__Work required__: The copy you give must match the lines from the top of the data through the line containing "position:absolute; left:16px; top:1138px;" exactly, and it must hold no pictures.

(Data records)
*** Block opens ***

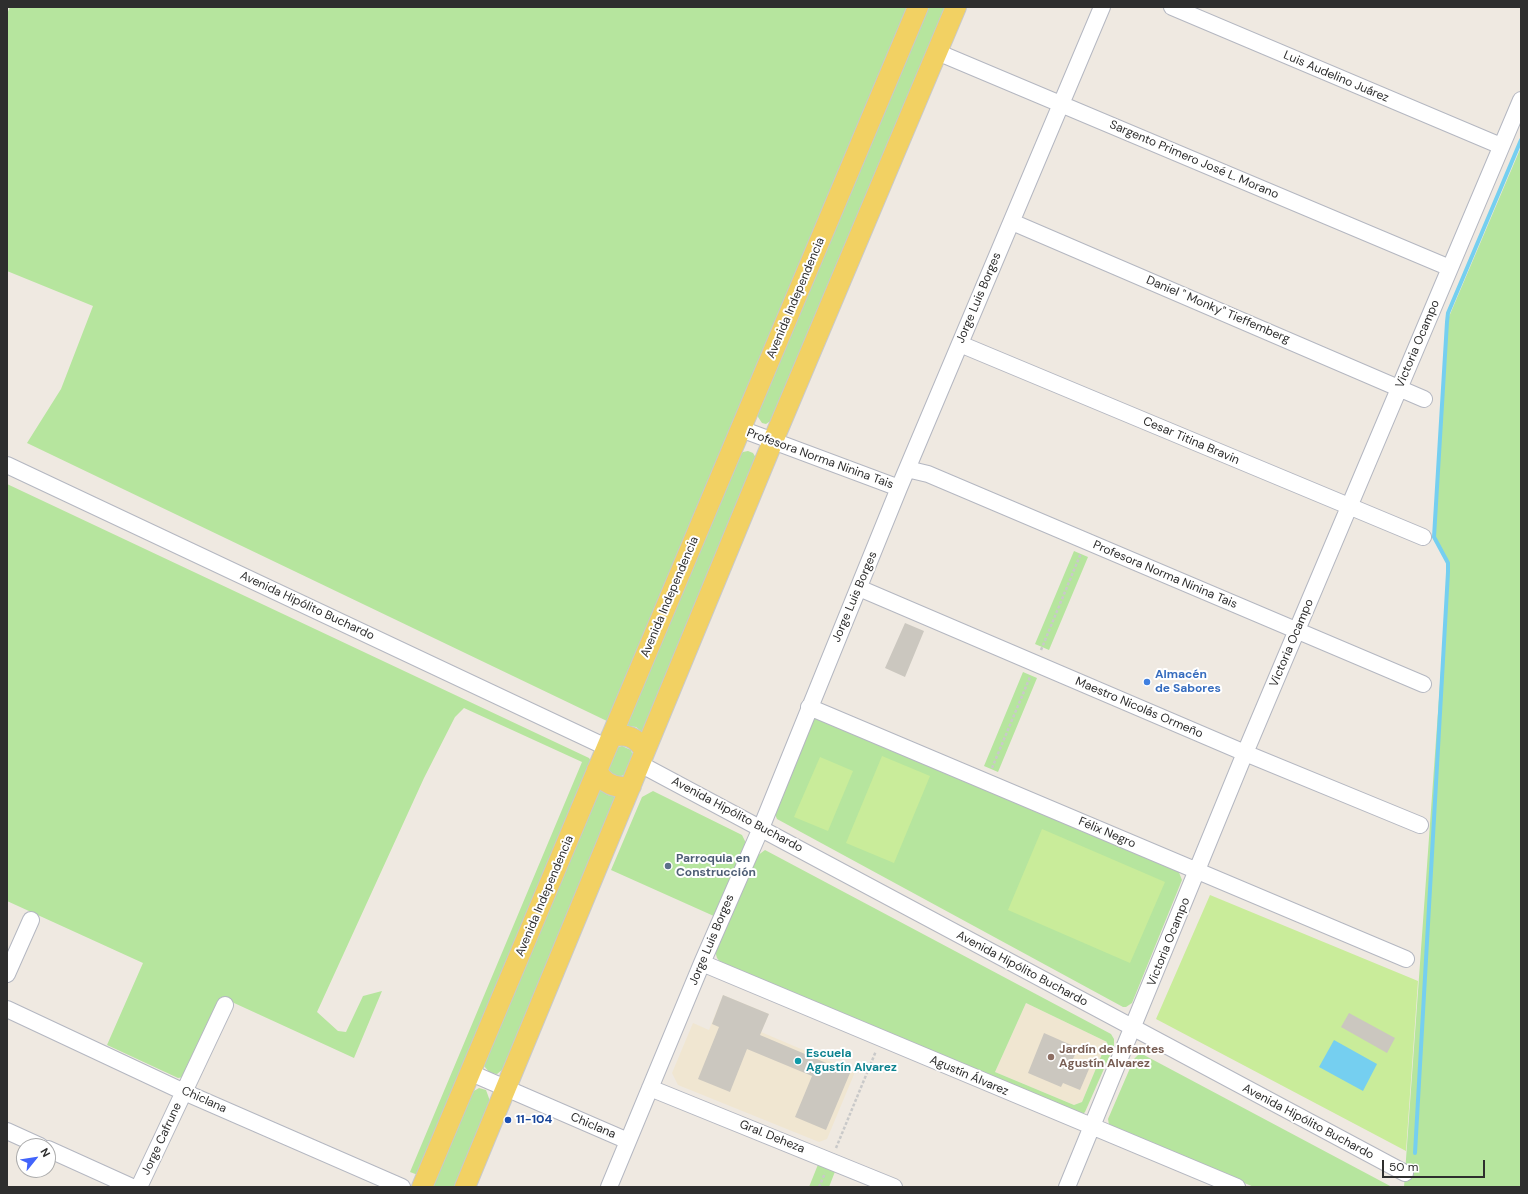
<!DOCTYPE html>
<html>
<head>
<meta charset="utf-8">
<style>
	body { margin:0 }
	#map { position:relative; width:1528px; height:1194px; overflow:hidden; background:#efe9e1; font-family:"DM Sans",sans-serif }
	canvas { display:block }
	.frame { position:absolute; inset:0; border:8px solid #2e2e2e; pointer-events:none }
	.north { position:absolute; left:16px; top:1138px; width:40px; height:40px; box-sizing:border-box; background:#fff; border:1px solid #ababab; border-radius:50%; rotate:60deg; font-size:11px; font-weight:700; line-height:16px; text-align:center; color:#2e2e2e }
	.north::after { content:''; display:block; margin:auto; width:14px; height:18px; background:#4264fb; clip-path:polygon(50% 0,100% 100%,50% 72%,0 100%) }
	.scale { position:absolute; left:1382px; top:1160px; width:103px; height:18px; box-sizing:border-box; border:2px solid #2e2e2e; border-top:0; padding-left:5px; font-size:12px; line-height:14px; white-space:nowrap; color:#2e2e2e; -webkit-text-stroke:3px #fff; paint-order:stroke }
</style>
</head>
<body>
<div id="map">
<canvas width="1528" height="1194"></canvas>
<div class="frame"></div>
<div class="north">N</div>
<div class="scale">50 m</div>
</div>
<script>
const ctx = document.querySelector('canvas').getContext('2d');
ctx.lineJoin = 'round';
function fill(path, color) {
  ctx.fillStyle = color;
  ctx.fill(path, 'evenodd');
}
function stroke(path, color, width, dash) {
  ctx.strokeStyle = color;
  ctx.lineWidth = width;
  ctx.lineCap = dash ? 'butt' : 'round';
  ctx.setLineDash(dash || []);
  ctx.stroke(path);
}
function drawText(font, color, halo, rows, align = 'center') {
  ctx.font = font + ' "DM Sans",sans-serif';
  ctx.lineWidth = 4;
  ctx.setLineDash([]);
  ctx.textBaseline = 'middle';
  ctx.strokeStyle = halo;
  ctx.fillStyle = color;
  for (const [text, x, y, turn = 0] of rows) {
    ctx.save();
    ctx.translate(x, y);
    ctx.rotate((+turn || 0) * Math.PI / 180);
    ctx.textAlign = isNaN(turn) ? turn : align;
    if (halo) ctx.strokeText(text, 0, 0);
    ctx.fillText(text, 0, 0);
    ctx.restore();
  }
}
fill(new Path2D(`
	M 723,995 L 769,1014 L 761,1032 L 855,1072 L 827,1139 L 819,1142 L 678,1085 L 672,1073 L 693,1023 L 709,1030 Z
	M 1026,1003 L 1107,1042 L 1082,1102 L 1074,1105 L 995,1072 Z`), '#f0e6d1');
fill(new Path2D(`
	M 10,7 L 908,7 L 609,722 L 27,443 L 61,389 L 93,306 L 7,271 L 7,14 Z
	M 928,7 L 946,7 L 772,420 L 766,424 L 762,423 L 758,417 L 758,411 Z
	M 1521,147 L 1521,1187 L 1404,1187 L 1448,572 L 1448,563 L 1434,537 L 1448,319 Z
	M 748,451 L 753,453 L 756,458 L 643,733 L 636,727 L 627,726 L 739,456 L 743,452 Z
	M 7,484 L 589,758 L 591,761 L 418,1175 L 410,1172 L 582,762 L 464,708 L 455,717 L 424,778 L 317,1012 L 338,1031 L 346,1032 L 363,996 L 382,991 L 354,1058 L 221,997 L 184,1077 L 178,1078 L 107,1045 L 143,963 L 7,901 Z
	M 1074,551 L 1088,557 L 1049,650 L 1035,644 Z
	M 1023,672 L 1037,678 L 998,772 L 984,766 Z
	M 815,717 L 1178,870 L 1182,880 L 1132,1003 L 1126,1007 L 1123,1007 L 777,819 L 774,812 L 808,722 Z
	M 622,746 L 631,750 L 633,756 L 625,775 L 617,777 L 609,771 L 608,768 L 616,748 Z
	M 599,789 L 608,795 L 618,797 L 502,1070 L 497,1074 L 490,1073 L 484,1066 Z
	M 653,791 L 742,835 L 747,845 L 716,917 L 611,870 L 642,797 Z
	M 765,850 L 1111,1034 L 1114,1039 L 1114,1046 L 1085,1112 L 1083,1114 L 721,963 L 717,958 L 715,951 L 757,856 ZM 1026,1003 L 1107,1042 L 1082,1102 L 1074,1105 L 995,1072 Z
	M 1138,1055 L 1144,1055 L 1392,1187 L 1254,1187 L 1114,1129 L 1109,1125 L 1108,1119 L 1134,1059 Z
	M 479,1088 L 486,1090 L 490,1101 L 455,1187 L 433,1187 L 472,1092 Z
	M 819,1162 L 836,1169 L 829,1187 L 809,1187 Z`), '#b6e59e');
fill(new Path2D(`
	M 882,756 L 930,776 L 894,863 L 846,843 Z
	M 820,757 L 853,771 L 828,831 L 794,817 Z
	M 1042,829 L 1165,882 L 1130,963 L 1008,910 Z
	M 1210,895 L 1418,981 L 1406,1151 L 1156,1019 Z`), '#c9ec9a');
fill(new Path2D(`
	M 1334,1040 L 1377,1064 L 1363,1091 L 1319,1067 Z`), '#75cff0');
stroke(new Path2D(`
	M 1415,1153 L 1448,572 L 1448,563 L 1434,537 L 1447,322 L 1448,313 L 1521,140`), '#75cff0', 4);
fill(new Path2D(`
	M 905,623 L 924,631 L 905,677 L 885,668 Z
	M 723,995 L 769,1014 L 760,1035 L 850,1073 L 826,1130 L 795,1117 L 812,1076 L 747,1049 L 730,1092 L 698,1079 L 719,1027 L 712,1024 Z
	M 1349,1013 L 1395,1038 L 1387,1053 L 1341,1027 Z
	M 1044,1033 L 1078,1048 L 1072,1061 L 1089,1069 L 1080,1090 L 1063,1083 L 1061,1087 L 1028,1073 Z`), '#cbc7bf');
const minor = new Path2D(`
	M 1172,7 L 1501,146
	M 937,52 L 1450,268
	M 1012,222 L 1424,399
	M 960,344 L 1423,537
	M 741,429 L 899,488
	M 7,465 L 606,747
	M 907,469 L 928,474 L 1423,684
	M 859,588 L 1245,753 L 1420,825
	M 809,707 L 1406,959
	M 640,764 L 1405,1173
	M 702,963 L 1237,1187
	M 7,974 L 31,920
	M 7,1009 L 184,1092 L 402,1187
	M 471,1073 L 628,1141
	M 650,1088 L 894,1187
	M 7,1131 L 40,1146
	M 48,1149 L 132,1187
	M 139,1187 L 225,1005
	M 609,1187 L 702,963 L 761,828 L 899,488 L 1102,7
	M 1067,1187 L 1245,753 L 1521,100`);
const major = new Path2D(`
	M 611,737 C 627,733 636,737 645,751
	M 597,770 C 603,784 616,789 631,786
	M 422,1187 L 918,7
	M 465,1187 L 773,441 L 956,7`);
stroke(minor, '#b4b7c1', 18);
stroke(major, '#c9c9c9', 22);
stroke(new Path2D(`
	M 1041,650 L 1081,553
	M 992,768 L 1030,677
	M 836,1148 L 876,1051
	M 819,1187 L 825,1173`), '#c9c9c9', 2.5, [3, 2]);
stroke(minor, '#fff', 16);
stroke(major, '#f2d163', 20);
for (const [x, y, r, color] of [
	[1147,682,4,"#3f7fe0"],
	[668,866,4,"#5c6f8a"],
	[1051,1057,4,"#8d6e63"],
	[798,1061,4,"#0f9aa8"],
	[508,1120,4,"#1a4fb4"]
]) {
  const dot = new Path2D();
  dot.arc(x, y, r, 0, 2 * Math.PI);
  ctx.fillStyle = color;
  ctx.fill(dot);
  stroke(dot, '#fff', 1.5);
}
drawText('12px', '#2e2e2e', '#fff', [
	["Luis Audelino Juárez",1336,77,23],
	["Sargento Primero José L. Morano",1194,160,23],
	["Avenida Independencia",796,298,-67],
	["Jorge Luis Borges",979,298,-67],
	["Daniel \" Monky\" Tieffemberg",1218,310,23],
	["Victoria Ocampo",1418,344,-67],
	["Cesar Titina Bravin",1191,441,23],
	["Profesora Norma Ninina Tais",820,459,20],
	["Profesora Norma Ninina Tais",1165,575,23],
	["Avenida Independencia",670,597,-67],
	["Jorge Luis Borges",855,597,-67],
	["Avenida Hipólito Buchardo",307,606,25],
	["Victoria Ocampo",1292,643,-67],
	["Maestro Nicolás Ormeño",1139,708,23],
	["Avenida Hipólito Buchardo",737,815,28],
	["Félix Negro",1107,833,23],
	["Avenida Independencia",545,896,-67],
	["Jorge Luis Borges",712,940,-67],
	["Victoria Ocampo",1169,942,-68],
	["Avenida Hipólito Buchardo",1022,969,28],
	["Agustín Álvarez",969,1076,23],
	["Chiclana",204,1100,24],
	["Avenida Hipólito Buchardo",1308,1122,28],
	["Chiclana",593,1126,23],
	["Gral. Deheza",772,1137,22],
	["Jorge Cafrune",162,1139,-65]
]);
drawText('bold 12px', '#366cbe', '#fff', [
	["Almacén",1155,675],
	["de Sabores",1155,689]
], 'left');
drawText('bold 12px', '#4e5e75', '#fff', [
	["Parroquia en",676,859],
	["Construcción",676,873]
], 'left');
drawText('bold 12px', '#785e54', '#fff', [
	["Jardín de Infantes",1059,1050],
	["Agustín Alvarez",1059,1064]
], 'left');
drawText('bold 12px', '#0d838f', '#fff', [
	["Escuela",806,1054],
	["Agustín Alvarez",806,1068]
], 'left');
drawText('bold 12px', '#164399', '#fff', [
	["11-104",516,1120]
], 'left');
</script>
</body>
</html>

*** Block closes ***

__Result for this task__:
<!DOCTYPE html>
<html>
<head>
<meta charset="utf-8">
<style>
	body { margin:0 }
	#map { position:relative; width:1528px; height:1194px; overflow:hidden; background:#efe9e1; font-family:"DM Sans",sans-serif }
	canvas { display:block }
	.frame { position:absolute; inset:0; border:8px solid #2e2e2e; pointer-events:none }
	.north { position:absolute; left:16px; top:1138px; width:40px; height:40px; box-sizing:border-box; background:#fff; border:1px solid #ababab; border-radius:50%; rotate:60deg; font-size:11px; font-weight:700; line-height:16px; text-align:center; color:#2e2e2e }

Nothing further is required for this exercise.